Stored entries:
Segment Open
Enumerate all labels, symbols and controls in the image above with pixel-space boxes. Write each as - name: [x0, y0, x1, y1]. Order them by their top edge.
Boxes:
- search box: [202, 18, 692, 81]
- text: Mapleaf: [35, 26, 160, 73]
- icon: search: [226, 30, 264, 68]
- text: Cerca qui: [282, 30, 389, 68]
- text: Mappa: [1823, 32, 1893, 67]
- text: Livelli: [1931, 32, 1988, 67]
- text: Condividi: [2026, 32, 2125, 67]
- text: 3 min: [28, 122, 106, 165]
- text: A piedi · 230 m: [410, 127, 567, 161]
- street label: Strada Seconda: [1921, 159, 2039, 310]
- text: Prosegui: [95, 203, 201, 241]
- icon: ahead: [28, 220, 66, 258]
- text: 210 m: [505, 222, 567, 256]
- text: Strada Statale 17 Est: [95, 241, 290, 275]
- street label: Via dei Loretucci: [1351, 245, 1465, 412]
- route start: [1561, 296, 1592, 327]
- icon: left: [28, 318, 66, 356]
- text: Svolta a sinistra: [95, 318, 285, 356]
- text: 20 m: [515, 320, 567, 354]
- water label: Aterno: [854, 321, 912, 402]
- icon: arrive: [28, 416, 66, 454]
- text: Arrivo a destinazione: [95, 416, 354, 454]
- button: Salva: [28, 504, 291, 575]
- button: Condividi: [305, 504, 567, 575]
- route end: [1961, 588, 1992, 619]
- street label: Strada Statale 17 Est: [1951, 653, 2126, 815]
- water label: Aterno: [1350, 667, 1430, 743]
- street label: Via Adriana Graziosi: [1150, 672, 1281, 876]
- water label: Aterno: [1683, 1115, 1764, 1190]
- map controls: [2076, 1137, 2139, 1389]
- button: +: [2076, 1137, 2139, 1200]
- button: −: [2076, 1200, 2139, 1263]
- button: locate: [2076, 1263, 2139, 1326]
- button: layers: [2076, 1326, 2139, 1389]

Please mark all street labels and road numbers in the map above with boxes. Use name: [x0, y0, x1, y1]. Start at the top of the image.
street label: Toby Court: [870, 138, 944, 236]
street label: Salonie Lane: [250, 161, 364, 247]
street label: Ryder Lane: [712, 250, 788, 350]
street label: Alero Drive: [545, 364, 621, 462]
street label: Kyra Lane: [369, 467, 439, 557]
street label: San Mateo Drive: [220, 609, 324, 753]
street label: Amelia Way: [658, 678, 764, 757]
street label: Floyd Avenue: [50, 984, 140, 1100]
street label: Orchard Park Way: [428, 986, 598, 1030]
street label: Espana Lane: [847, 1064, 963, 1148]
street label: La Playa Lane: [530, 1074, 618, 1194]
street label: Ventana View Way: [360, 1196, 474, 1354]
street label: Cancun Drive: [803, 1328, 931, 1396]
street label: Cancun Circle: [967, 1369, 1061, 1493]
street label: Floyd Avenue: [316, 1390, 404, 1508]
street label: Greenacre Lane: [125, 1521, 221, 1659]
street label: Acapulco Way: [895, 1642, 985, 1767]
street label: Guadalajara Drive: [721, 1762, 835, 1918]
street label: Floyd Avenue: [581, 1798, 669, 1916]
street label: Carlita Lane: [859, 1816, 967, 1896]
Segment Closed
— Activity —
Output the records exactly, so that each line matches what was given.

— Answer section —
Enumerate all labels, symbols and controls in the image above with pixel-space boxes. Write each as - name: [x0, y0, x1, y1]. Order them by their top edge.
Boxes:
- search box: [202, 18, 692, 81]
- text: Mapleaf: [35, 26, 160, 73]
- icon: search: [226, 30, 264, 68]
- text: Cerca qui: [282, 30, 389, 68]
- text: Mappa: [1823, 32, 1893, 67]
- text: Livelli: [1931, 32, 1988, 67]
- text: Condividi: [2026, 32, 2125, 67]
- text: 3 min: [28, 122, 106, 165]
- text: A piedi · 230 m: [410, 127, 567, 161]
- street label: Strada Seconda: [1921, 159, 2039, 310]
- text: Prosegui: [95, 203, 201, 241]
- icon: ahead: [28, 220, 66, 258]
- text: 210 m: [505, 222, 567, 256]
- text: Strada Statale 17 Est: [95, 241, 290, 275]
- street label: Via dei Loretucci: [1351, 245, 1465, 412]
- route start: [1561, 296, 1592, 327]
- icon: left: [28, 318, 66, 356]
- text: Svolta a sinistra: [95, 318, 285, 356]
- text: 20 m: [515, 320, 567, 354]
- water label: Aterno: [854, 321, 912, 402]
- icon: arrive: [28, 416, 66, 454]
- text: Arrivo a destinazione: [95, 416, 354, 454]
- button: Salva: [28, 504, 291, 575]
- button: Condividi: [305, 504, 567, 575]
- route end: [1961, 588, 1992, 619]
- street label: Strada Statale 17 Est: [1951, 653, 2126, 815]
- water label: Aterno: [1350, 667, 1430, 743]
- street label: Via Adriana Graziosi: [1150, 672, 1281, 876]
- water label: Aterno: [1683, 1115, 1764, 1190]
- map controls: [2076, 1137, 2139, 1389]
- button: +: [2076, 1137, 2139, 1200]
- button: −: [2076, 1200, 2139, 1263]
- button: locate: [2076, 1263, 2139, 1326]
- button: layers: [2076, 1326, 2139, 1389]

Please mark all street labels and road numbers in the map above with boxes. Use name: [x0, y0, x1, y1]. Start at the top of the image.
street label: Toby Court: [870, 138, 944, 236]
street label: Salonie Lane: [250, 161, 364, 247]
street label: Ryder Lane: [712, 250, 788, 350]
street label: Alero Drive: [545, 364, 621, 462]
street label: Kyra Lane: [369, 467, 439, 557]
street label: San Mateo Drive: [220, 609, 324, 753]
street label: Amelia Way: [658, 678, 764, 757]
street label: Floyd Avenue: [50, 984, 140, 1100]
street label: Orchard Park Way: [428, 986, 598, 1030]
street label: Espana Lane: [847, 1064, 963, 1148]
street label: La Playa Lane: [530, 1074, 618, 1194]
street label: Ventana View Way: [360, 1196, 474, 1354]
street label: Cancun Drive: [803, 1328, 931, 1396]
street label: Cancun Circle: [967, 1369, 1061, 1493]
street label: Floyd Avenue: [316, 1390, 404, 1508]
street label: Greenacre Lane: [125, 1521, 221, 1659]
street label: Acapulco Way: [895, 1642, 985, 1767]
street label: Guadalajara Drive: [721, 1762, 835, 1918]
street label: Floyd Avenue: [581, 1798, 669, 1916]
street label: Carlita Lane: [859, 1816, 967, 1896]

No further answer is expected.